When a person leaves that church in Copenhagen his eyes fall upon a bronze plaque at the door. The plaque says, “Glemme ikke å gjøre vel,” which means “Don’t forget to do good.” (Heb. 13,16) What a beautiful connection between faith and works. How can we forget to serve our Lord after we have heeded His invitation, Come unto me, all ye that labor and are heavy laden, and I will give you rest. (Matt. 11,28)
Can we of the Evangelical Lutheran Synod, who have experienced God’s grace in such rich measure do anything else but expend every effort to promote and expand His kingdom? We serve the Lord in all that we do in accordance with the Ten Commandments. But special attention needs to be paid to the work of His kingdom. In your local congregation there is much need for volunteer help. Sunday School and Bible Class and Vacation Bible School teachers are needed. Who will volunteer? Who will serve on Boards and Committees if we decline? Who will go to their pastor and say, “Pastor, what can I do to help?” Who will say, “Here am I, send me send me?”
You pastors and delegates who are assembled here are most familiar with the work of the synod. Do you believe that what we are doing is in .accordance with the will of God? Have you heard the cry of the masses in South America, Eastern Europe and in our own country for preachers of the Gospel? How shall they hear without a preacher? And how shall they preach except they be sent? (Rom. 10,14–15) We must ask as we go home to our congregations, “Are we doing all we can to send out missionaries? Are we a mission minded congregation or do we care only for our own needs?” Are we not blessed with such special gifts that we don’t need to contribute so much ourselves? Yes, we are blessed, but let us not forget that the special gifts come only to match what we give. And what an opportunity we have that every dollar given for the Lord’s work becomes two dollars when matched. Every thousand dollars that our congregation sends in becomes two thousand. Can we not see what a magnificent opportunity for outreach is given us in these times. Let us maximize our efforts. Let us look about and see that the fields are white unto harvest. Our Board for Education and Youth is working to keep young people with their Savior in these terribly difficult times. Our college is reaching the hearts of many youth. Our mission boards are directing our outreach efforts. We must ask, “What can we do at home to show our concern and support?”
Yes, we are gathered here in convention to “ENCOURAGE AND STRENGTHEN ONE ANOTHER.” Let us therefore devoutly pray that the Lord will fill our hearts with renewed zeal and love for the work of His kingdom.
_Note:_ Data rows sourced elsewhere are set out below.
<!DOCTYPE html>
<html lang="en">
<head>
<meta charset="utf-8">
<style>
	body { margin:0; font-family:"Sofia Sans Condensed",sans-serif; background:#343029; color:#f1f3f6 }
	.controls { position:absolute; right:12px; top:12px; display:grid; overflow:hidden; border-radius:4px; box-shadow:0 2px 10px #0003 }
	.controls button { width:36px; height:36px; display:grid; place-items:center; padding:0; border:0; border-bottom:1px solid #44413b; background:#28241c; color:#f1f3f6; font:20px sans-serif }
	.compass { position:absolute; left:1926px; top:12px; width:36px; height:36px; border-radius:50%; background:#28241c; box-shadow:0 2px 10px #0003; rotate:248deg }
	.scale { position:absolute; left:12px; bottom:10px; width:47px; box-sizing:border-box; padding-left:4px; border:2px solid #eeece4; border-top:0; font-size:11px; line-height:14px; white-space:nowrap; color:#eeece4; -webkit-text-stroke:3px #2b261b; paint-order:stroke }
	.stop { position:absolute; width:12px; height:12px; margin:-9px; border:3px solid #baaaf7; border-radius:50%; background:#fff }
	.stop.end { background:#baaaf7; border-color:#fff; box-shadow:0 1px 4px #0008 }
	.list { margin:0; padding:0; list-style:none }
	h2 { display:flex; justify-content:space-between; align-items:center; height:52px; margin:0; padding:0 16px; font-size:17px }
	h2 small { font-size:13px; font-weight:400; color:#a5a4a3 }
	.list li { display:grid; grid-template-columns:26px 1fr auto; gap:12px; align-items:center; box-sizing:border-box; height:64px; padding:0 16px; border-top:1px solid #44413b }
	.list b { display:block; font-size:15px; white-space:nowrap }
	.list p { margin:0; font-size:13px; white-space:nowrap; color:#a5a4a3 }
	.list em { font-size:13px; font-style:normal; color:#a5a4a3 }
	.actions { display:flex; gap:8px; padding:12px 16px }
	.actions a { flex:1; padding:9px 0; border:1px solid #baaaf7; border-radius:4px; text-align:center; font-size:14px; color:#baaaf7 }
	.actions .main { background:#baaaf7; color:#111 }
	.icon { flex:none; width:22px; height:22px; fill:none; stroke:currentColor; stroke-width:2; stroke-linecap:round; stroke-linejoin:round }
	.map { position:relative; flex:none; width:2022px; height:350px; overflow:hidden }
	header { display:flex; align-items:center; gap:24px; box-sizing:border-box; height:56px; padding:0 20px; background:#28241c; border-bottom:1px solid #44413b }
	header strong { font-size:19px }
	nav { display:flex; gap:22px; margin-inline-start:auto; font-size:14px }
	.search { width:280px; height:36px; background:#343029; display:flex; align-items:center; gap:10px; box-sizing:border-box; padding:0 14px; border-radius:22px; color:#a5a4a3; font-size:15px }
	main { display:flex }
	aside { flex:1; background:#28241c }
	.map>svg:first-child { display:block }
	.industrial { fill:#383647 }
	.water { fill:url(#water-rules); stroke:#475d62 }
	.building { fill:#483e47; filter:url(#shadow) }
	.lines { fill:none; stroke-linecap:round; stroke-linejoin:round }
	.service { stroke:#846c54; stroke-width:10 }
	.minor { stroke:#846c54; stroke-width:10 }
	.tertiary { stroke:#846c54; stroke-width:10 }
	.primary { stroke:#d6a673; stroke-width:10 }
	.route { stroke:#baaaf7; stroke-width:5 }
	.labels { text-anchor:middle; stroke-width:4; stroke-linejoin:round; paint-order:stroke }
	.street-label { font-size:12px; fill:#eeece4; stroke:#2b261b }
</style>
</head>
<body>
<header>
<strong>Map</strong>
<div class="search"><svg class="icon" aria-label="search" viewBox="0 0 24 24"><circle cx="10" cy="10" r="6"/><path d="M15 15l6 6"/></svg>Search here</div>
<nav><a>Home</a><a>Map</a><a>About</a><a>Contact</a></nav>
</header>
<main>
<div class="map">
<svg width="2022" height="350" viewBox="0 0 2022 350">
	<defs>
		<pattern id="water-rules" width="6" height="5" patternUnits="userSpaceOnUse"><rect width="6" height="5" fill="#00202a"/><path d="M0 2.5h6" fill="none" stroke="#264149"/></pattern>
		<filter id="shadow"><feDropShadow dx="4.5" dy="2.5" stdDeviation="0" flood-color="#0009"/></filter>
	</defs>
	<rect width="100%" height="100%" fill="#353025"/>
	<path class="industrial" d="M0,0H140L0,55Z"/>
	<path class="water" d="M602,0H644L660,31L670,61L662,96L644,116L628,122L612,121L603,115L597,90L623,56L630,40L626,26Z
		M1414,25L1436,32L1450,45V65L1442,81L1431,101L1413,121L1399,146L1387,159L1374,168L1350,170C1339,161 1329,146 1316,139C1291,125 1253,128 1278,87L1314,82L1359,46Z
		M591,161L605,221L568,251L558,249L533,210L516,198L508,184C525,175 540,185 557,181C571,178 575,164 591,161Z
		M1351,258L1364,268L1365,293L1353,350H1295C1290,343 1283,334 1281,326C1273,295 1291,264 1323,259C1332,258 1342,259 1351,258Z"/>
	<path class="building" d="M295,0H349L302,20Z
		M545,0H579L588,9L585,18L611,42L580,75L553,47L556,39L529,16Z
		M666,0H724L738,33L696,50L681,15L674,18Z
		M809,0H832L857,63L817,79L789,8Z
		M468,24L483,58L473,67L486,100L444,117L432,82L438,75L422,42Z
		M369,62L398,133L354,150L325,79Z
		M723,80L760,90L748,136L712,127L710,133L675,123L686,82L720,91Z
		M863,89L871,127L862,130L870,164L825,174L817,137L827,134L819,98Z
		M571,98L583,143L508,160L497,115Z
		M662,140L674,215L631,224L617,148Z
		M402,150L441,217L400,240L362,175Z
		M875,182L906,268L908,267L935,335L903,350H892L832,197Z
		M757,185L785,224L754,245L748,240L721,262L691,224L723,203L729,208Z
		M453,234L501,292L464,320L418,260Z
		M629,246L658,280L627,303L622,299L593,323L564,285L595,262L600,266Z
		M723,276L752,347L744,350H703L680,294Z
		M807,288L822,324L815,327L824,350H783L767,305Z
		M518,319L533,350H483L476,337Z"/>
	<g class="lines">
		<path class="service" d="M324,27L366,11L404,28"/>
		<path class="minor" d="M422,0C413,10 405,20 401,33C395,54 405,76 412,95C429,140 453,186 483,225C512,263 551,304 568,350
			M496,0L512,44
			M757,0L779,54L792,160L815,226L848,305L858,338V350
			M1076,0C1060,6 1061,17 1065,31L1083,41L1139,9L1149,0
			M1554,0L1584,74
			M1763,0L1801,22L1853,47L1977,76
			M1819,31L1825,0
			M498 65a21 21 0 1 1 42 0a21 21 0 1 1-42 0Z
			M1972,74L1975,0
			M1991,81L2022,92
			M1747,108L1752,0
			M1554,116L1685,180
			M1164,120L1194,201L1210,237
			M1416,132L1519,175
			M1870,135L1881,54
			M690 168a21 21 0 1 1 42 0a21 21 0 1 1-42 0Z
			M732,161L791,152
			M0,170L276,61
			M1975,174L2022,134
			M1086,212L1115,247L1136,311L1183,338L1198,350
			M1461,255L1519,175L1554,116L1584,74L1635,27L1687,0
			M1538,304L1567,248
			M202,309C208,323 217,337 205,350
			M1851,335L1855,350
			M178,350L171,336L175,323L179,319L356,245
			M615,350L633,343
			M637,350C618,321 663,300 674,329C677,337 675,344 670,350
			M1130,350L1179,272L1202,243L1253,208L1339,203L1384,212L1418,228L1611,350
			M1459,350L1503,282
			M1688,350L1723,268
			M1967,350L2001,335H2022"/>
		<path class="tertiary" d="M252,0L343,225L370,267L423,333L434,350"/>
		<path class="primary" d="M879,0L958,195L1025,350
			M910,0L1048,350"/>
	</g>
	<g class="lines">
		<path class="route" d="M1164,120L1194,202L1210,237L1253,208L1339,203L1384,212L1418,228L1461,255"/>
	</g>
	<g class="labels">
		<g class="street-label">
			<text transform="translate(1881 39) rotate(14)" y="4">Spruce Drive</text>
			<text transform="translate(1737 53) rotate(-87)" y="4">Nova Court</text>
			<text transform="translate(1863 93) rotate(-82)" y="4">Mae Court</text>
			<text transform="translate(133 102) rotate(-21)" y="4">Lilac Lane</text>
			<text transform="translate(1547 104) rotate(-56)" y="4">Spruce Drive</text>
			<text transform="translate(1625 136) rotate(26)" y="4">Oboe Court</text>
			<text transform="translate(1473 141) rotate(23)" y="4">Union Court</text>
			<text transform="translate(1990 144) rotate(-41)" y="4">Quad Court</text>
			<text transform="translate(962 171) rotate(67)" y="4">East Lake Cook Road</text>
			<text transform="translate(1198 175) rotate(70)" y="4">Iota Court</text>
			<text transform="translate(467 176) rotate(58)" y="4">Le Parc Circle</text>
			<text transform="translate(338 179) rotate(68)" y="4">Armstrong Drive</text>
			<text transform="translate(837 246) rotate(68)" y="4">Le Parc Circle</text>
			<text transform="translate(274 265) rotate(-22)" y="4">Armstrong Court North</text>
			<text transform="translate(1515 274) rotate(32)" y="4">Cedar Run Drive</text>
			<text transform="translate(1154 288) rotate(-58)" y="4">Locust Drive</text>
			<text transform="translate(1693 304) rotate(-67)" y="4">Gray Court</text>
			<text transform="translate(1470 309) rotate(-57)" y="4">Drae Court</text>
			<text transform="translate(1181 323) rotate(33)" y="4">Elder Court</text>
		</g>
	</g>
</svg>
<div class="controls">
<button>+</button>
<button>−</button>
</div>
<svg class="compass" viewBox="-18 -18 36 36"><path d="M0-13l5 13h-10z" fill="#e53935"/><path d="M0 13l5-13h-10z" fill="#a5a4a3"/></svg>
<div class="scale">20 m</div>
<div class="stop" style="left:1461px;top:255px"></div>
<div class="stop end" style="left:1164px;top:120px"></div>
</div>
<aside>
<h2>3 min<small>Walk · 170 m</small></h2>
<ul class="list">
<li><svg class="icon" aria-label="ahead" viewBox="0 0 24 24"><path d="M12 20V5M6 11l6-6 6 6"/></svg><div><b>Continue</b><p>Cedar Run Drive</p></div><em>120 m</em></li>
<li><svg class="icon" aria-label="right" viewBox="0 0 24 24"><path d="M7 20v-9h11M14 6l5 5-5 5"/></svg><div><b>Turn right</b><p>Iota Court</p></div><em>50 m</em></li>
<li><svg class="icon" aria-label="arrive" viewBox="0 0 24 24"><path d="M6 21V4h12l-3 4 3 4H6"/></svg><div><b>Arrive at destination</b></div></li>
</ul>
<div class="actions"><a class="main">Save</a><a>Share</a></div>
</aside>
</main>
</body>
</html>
Let the words of Philip Nicolai in his mighty Pentecost hymn be our closing prayer:
O gentle Dew, from heaven now fall
With power upon the hearts of all,
Thy tender love instilling:
That heart, to heart more closely bound,
Fruitful in kindly deeds be found,
The law of love fulfilling;
Then, Lord, discord shall not grieve Thee:
We receive Thee; where Thou livest,
Peace, and love, and joy Thou givest.